Stored items
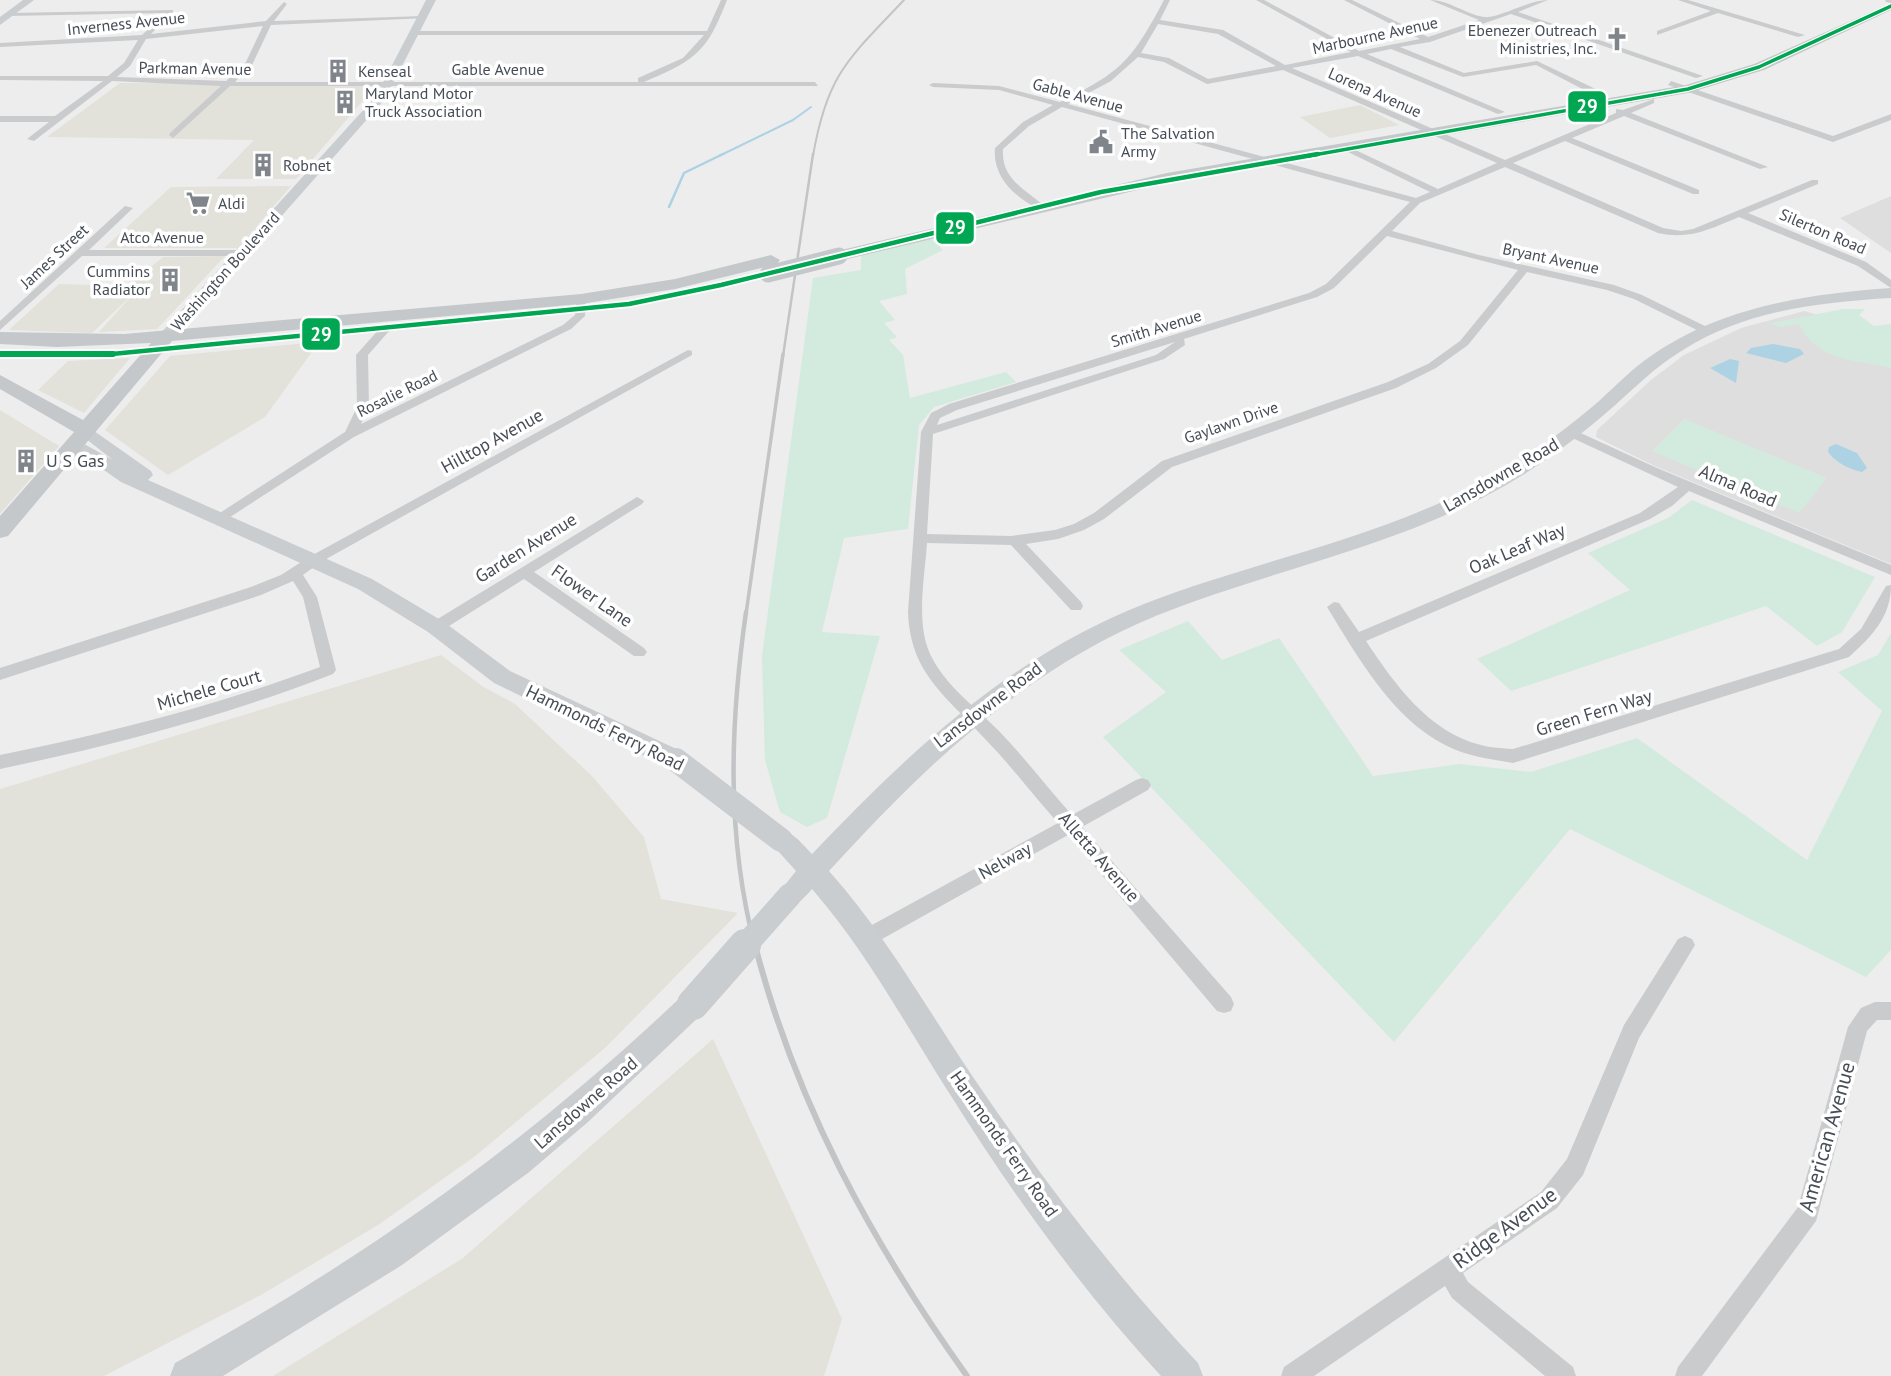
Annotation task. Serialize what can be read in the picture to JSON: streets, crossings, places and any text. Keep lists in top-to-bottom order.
{
  "streets": {
    "main road": ["Washington Boulevard"],
    "street": [
      "Inverness Avenue",
      "Marbourne Avenue",
      "Parkman Avenue",
      "Gable Avenue",
      "Lorena Avenue",
      "Silerton Road",
      "Atco Avenue",
      "James Street",
      "Bryant Avenue",
      "Smith Avenue",
      "Rosalie Road",
      "Gaylawn Drive",
      "Hilltop Avenue",
      "Lansdowne Road",
      "Alma Road",
      "Garden Avenue",
      "Oak Leaf Way",
      "Flower Lane",
      "Michele Court",
      "Green Fern Way",
      "Hammonds Ferry Road",
      "Alletta Avenue",
      "Nelway",
      "American Avenue",
      "Ridge Avenue"
    ]
  },
  "crossings": [
    ["Inverness Avenue", "Washington Boulevard"],
    ["Marbourne Avenue", "Lorena Avenue"],
    ["Parkman Avenue", "Gable Avenue"],
    ["Parkman Avenue", "Washington Boulevard"],
    ["Gable Avenue", "Washington Boulevard"],
    ["Gable Avenue", "Smith Avenue"],
    ["Lorena Avenue", "Silerton Road"],
    ["Lorena Avenue", "Smith Avenue"],
    ["Atco Avenue", "James Street"],
    ["Atco Avenue", "Washington Boulevard"],
    ["Bryant Avenue", "Smith Avenue"],
    ["Bryant Avenue", "Gaylawn Drive"],
    ["Bryant Avenue", "Lansdowne Road"],
    ["Washington Boulevard", "Hammonds Ferry Road"],
    ["Smith Avenue", "Gaylawn Drive"],
    ["Rosalie Road", "Hammonds Ferry Road"],
    ["Hilltop Avenue", "Hammonds Ferry Road"],
    ["Lansdowne Road", "Alma Road"],
    ["Lansdowne Road", "Hammonds Ferry Road"],
    ["Lansdowne Road", "Alletta Avenue"],
    ["Alma Road", "Oak Leaf Way"],
    ["Garden Avenue", "Flower Lane"],
    ["Garden Avenue", "Hammonds Ferry Road"],
    ["Oak Leaf Way", "Green Fern Way"],
    ["Hammonds Ferry Road", "Nelway"],
    ["Alletta Avenue", "Nelway"]
  ],
  "places": {
    "church": ["Ebenezer Outreach Ministries, Inc."],
    "building": [
      "Kenseal",
      "Maryland Motor Truck Association",
      "Robnet",
      "Cummins Radiator",
      "U S Gas"
    ],
    "public building": ["The Salvation Army"],
    "supermarket": ["Aldi"]
  },
  "lines": ["transit line 29"]
}
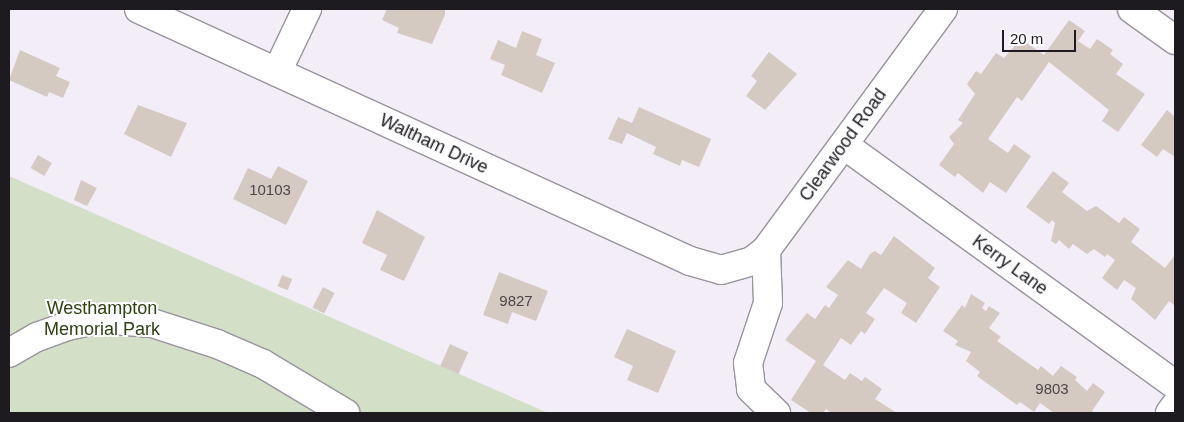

_The problem:_ Find the lines above that contain the word "Silerton" and copy each one.

_Task output:_
      "Silerton Road",
    ["Lorena Avenue", "Silerton Road"],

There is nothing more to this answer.